A Message to All Who Endured the PBT CISSP, and to those who will now take CBT...

kalkan999

To those who took the PBT and passed...I hope that you will remain online here and continue to help and inspire those who plan to take the CISSP CBT in the near future. Some of them took the PBT and did not pass, so they will try their hand at the CBT. Wish them well. CBT takers will also need support prior to, and possibly after if they don't make the first or second, or more attempts, as it is at least as difficult as the PBT, and they are fortunate for not having to await the results and age ten years over 5-6 weeks.

It matters not that they don't have to await the results. And we can hope that the rogue testing centers will be limited in number, and that ISC2 will continue to monitor for those who **** themselves. To be honest, I am glad that it is going CBT because I believe that making CISSP, SSCP, etc, CBT will provide the kick-start to InfoSec credibility, and maybe help start a grass-roots campaign to properly beef-up security around the globe.
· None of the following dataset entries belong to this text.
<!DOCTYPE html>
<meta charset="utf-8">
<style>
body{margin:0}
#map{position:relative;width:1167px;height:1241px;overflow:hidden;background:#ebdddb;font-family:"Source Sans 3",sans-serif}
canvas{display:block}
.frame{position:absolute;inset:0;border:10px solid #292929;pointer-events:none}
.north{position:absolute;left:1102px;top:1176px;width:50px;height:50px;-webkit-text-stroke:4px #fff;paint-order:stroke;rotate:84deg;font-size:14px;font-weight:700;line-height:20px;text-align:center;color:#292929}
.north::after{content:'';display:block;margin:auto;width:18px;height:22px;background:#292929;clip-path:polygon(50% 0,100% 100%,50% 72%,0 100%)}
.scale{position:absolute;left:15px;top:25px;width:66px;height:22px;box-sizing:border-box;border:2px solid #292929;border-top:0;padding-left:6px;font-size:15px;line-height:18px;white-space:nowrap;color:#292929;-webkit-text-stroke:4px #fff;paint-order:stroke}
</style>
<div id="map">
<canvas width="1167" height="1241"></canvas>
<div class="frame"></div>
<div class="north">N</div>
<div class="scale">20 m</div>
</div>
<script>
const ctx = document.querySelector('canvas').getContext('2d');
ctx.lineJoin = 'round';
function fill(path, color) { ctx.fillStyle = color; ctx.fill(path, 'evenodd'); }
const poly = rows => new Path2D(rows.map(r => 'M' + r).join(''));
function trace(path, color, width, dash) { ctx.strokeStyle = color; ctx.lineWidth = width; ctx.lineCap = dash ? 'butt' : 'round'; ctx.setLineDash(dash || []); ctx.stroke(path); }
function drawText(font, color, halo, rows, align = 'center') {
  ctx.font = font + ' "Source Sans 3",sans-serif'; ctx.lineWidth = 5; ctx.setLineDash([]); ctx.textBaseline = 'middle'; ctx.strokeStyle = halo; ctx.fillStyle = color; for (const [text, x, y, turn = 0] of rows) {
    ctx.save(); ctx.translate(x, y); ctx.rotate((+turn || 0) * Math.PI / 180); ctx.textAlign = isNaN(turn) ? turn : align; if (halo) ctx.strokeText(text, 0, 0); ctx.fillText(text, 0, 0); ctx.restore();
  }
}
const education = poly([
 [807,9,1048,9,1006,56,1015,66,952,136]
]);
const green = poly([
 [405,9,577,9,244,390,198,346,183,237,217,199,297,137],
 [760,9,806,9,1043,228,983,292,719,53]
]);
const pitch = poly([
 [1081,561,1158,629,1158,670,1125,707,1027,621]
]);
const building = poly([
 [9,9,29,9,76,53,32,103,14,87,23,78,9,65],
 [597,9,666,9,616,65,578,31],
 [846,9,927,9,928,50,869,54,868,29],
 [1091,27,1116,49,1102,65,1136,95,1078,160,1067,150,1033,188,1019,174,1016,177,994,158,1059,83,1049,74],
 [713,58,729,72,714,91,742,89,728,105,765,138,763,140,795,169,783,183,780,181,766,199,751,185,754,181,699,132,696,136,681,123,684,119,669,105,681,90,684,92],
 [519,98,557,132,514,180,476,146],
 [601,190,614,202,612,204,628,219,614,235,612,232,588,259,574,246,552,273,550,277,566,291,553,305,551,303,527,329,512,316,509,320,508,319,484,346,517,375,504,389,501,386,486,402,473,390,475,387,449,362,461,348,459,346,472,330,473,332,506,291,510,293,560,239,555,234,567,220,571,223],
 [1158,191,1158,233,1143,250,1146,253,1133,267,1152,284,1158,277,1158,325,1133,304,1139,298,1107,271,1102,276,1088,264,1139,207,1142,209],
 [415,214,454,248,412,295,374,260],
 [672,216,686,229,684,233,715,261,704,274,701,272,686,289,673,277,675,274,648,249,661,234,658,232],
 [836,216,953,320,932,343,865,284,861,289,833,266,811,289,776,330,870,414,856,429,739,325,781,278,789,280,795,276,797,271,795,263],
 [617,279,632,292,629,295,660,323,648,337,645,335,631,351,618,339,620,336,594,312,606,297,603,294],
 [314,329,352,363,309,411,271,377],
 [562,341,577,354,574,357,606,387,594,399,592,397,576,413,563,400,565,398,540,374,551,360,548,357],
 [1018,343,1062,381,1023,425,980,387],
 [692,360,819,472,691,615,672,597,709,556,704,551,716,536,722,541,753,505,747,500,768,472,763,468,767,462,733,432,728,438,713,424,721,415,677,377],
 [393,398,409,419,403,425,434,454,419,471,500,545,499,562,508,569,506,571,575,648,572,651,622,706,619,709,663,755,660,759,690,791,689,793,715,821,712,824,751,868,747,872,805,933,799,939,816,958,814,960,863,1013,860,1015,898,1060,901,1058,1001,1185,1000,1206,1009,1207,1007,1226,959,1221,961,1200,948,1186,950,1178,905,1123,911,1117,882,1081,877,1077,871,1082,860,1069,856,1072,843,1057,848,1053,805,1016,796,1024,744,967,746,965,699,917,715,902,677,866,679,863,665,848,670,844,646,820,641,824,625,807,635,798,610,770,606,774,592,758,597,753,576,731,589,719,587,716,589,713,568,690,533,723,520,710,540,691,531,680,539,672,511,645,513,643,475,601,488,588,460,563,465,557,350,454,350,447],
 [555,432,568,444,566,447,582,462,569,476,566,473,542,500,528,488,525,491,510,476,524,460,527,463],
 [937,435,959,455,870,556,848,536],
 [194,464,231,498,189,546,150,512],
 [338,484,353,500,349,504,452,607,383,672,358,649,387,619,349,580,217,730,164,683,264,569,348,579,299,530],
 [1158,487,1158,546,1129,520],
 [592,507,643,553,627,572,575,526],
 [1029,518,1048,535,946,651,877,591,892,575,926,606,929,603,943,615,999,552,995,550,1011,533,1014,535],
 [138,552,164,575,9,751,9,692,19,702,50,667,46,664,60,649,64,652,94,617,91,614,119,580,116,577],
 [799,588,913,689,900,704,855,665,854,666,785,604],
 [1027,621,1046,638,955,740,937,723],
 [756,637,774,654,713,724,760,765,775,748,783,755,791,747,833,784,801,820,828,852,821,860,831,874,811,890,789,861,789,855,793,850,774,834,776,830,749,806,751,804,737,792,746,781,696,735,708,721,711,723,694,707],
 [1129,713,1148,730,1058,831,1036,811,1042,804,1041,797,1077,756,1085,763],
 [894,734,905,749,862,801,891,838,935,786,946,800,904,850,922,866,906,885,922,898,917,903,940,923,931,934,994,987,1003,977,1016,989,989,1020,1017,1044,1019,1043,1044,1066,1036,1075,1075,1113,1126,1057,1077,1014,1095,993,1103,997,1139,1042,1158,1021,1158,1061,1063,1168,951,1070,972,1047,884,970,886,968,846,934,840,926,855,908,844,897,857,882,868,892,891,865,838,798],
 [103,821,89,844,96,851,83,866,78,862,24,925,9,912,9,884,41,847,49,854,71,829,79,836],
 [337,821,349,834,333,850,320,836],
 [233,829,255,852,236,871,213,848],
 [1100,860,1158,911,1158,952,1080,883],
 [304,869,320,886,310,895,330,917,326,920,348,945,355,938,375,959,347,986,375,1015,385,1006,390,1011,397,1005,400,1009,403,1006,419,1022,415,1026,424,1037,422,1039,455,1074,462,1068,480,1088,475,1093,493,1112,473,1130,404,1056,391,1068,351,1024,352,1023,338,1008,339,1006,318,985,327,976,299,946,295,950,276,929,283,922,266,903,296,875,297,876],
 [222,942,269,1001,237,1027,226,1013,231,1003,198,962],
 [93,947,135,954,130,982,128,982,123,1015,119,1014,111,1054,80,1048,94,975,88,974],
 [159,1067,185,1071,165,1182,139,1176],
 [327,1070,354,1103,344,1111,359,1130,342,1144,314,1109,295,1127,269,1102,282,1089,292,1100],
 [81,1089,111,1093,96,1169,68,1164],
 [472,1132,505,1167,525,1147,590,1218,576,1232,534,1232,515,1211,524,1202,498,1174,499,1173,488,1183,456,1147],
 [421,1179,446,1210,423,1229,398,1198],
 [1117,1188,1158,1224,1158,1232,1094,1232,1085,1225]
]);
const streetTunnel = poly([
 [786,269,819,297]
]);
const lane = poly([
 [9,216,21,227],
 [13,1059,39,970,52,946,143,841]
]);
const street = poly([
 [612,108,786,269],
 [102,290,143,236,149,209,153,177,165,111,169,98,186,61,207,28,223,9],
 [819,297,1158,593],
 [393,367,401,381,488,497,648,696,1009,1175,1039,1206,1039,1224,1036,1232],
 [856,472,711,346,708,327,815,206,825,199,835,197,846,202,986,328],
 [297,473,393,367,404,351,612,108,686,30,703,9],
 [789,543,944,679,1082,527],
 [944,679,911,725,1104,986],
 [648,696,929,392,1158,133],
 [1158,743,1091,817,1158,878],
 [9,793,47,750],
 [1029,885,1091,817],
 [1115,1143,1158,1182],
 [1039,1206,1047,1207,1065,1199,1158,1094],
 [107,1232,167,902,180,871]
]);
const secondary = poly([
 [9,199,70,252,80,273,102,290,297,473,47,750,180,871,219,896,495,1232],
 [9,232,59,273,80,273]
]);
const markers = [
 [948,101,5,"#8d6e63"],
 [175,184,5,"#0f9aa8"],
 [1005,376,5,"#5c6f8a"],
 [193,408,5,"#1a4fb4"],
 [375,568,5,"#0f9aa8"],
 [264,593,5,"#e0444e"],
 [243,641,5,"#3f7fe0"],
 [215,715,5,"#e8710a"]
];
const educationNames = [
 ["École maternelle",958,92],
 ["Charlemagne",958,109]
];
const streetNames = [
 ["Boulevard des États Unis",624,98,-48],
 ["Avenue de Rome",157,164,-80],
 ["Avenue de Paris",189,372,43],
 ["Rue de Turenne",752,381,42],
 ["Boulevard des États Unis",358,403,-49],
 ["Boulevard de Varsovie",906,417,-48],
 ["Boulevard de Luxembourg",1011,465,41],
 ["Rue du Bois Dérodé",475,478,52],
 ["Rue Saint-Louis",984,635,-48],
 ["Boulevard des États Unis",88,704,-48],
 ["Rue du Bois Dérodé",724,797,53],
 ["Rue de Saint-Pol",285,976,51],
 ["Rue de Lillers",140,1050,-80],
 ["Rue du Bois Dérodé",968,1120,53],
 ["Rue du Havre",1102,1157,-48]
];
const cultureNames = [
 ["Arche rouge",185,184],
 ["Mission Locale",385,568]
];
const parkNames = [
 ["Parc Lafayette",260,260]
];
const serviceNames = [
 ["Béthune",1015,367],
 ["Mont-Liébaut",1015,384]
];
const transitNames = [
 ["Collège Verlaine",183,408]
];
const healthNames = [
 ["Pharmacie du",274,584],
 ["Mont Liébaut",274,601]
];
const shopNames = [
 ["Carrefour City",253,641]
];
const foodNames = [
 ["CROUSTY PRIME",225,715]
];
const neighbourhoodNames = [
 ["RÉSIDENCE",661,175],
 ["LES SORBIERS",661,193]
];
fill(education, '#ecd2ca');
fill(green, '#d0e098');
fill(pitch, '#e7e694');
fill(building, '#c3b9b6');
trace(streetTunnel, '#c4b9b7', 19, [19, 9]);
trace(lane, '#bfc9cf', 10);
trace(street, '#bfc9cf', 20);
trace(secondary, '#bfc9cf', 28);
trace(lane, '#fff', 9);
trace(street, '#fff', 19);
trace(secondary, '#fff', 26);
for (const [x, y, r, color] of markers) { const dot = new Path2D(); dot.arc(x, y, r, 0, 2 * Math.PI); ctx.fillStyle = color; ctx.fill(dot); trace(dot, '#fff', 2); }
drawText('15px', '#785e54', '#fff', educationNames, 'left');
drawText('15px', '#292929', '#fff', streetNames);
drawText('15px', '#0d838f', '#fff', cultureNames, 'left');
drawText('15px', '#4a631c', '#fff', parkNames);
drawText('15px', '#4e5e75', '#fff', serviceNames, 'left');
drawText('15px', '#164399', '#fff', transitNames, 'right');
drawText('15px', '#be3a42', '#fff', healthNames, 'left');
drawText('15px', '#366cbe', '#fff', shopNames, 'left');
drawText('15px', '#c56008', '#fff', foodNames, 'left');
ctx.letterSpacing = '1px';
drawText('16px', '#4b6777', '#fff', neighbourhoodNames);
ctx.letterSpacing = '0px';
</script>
TO those who will take the CBT...I was among the first to take it, as most of you who followed me know. I wish you the best, and want to add that though there will be those few CISSP peers who will remind you that THEY took the PBT, and that the CBT 'cheapens' the certification, remember why ISC2 is doing this in the first place: To increase the number of InfoSec professionals in the hopes of staving off any future cyber-war/s, and to prepare and protect the assets of the world.

I plan to remain here as long as necessary to prepare and inspire those of you who will take the plunge. I hope that those of us who are now CISSP's will all stay here and guide the rest.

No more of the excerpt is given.